§ **PROBLEM TO SOLVE**:
Scan the entries below. List each line with "Moisés".

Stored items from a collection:
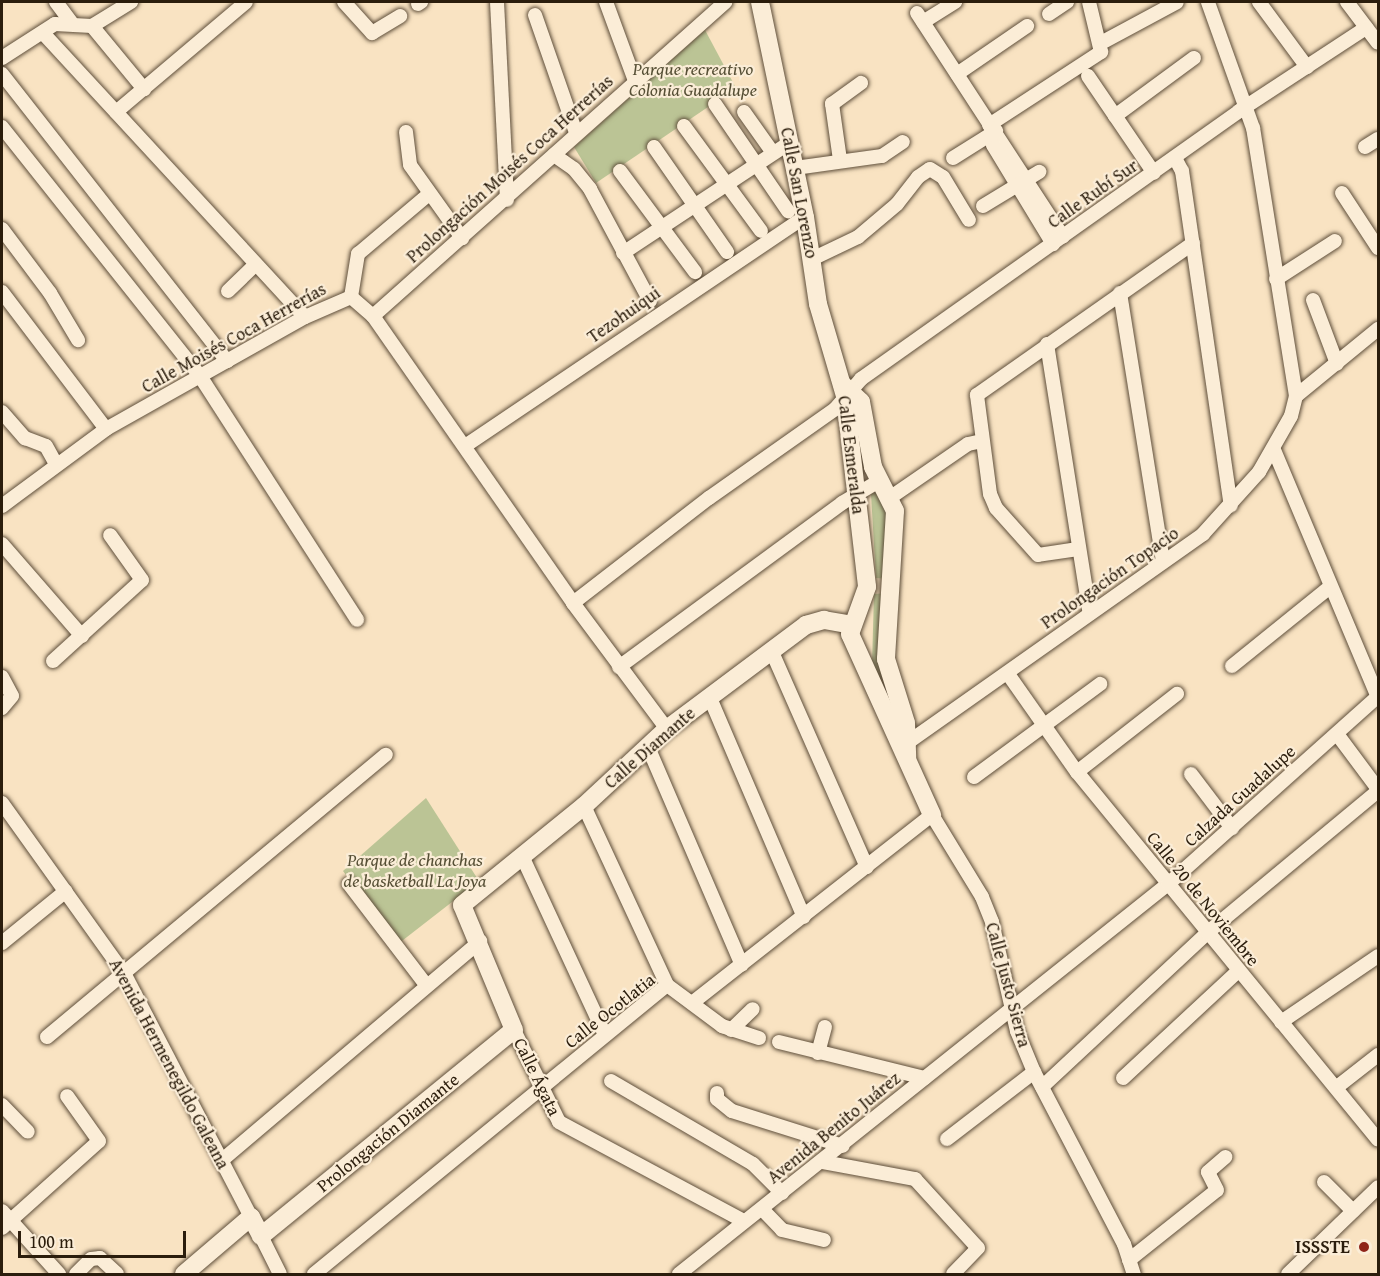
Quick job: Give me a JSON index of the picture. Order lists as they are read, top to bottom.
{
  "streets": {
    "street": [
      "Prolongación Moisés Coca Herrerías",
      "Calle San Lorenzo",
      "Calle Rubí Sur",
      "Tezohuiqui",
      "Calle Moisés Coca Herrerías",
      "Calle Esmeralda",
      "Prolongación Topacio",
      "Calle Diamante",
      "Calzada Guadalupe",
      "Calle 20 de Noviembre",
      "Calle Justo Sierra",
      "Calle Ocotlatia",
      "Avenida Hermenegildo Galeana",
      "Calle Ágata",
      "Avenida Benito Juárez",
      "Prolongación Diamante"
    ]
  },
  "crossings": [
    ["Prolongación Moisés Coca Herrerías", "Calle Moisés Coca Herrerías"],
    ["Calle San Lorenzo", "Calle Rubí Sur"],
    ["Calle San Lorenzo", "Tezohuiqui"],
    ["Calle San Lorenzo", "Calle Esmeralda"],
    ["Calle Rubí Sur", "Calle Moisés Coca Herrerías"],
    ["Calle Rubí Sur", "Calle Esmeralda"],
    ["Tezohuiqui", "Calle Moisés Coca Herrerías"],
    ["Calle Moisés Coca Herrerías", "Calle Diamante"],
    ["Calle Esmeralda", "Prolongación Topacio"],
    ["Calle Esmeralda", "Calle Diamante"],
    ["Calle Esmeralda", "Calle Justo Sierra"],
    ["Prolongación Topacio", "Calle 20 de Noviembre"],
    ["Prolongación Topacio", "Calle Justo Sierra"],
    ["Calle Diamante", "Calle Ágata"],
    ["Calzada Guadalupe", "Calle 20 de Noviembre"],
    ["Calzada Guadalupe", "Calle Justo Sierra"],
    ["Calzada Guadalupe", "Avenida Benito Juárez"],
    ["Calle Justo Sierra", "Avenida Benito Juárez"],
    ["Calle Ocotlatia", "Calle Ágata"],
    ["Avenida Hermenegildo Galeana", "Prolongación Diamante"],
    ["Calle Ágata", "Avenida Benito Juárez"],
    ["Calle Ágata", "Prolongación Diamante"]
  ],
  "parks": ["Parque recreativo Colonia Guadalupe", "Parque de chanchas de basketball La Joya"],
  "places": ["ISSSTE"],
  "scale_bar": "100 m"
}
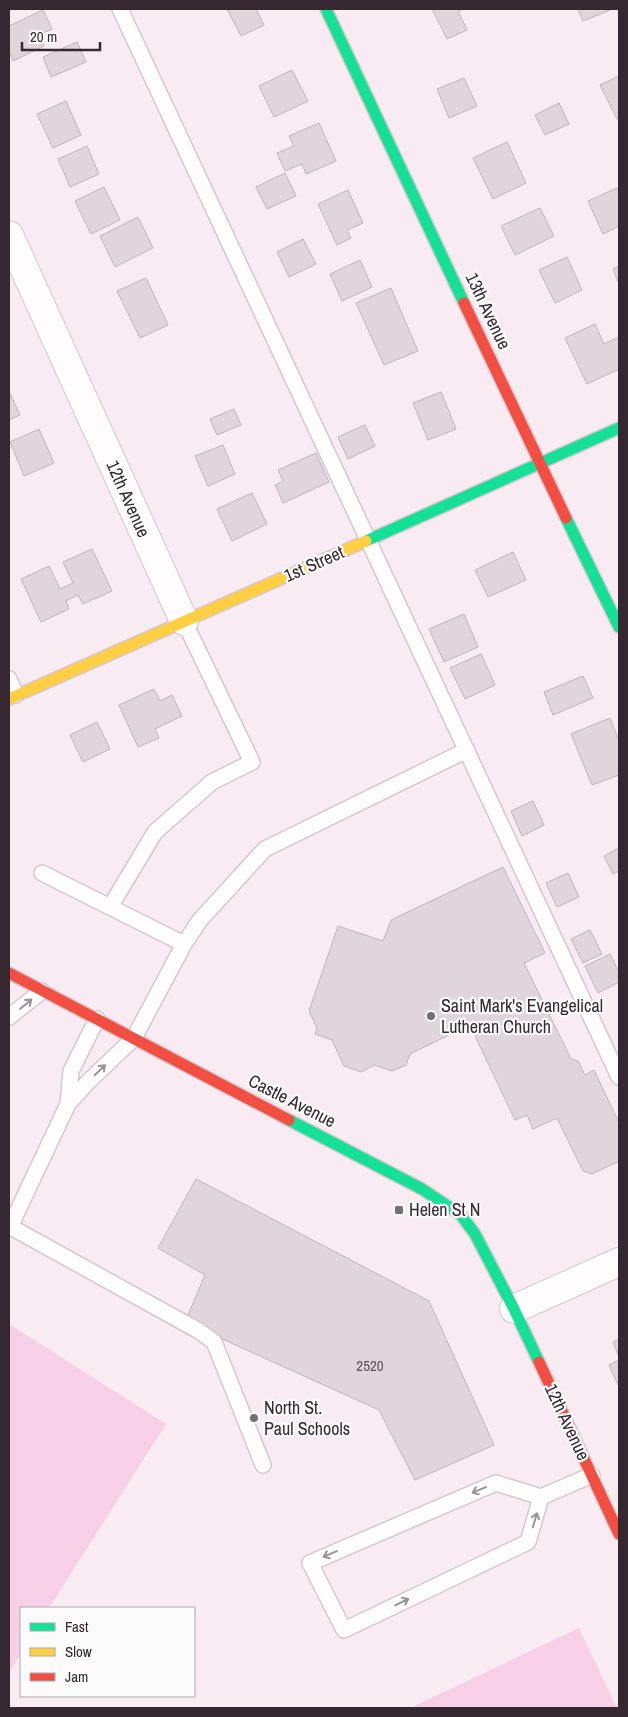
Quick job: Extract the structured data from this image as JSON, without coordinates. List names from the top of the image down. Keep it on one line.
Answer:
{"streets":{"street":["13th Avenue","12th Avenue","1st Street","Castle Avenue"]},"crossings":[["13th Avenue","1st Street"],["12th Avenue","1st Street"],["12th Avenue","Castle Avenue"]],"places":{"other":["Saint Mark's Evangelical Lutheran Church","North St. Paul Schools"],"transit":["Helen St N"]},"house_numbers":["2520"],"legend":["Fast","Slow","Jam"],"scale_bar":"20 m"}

§ **RESPONSE TO THIS EXERCISE**:
      "Prolongación Moisés Coca Herrerías",
      "Calle Moisés Coca Herrerías",
    ["Prolongación Moisés Coca Herrerías", "Calle Moisés Coca Herrerías"],
    ["Calle Rubí Sur", "Calle Moisés Coca Herrerías"],
    ["Tezohuiqui", "Calle Moisés Coca Herrerías"],
    ["Calle Moisés Coca Herrerías", "Calle Diamante"],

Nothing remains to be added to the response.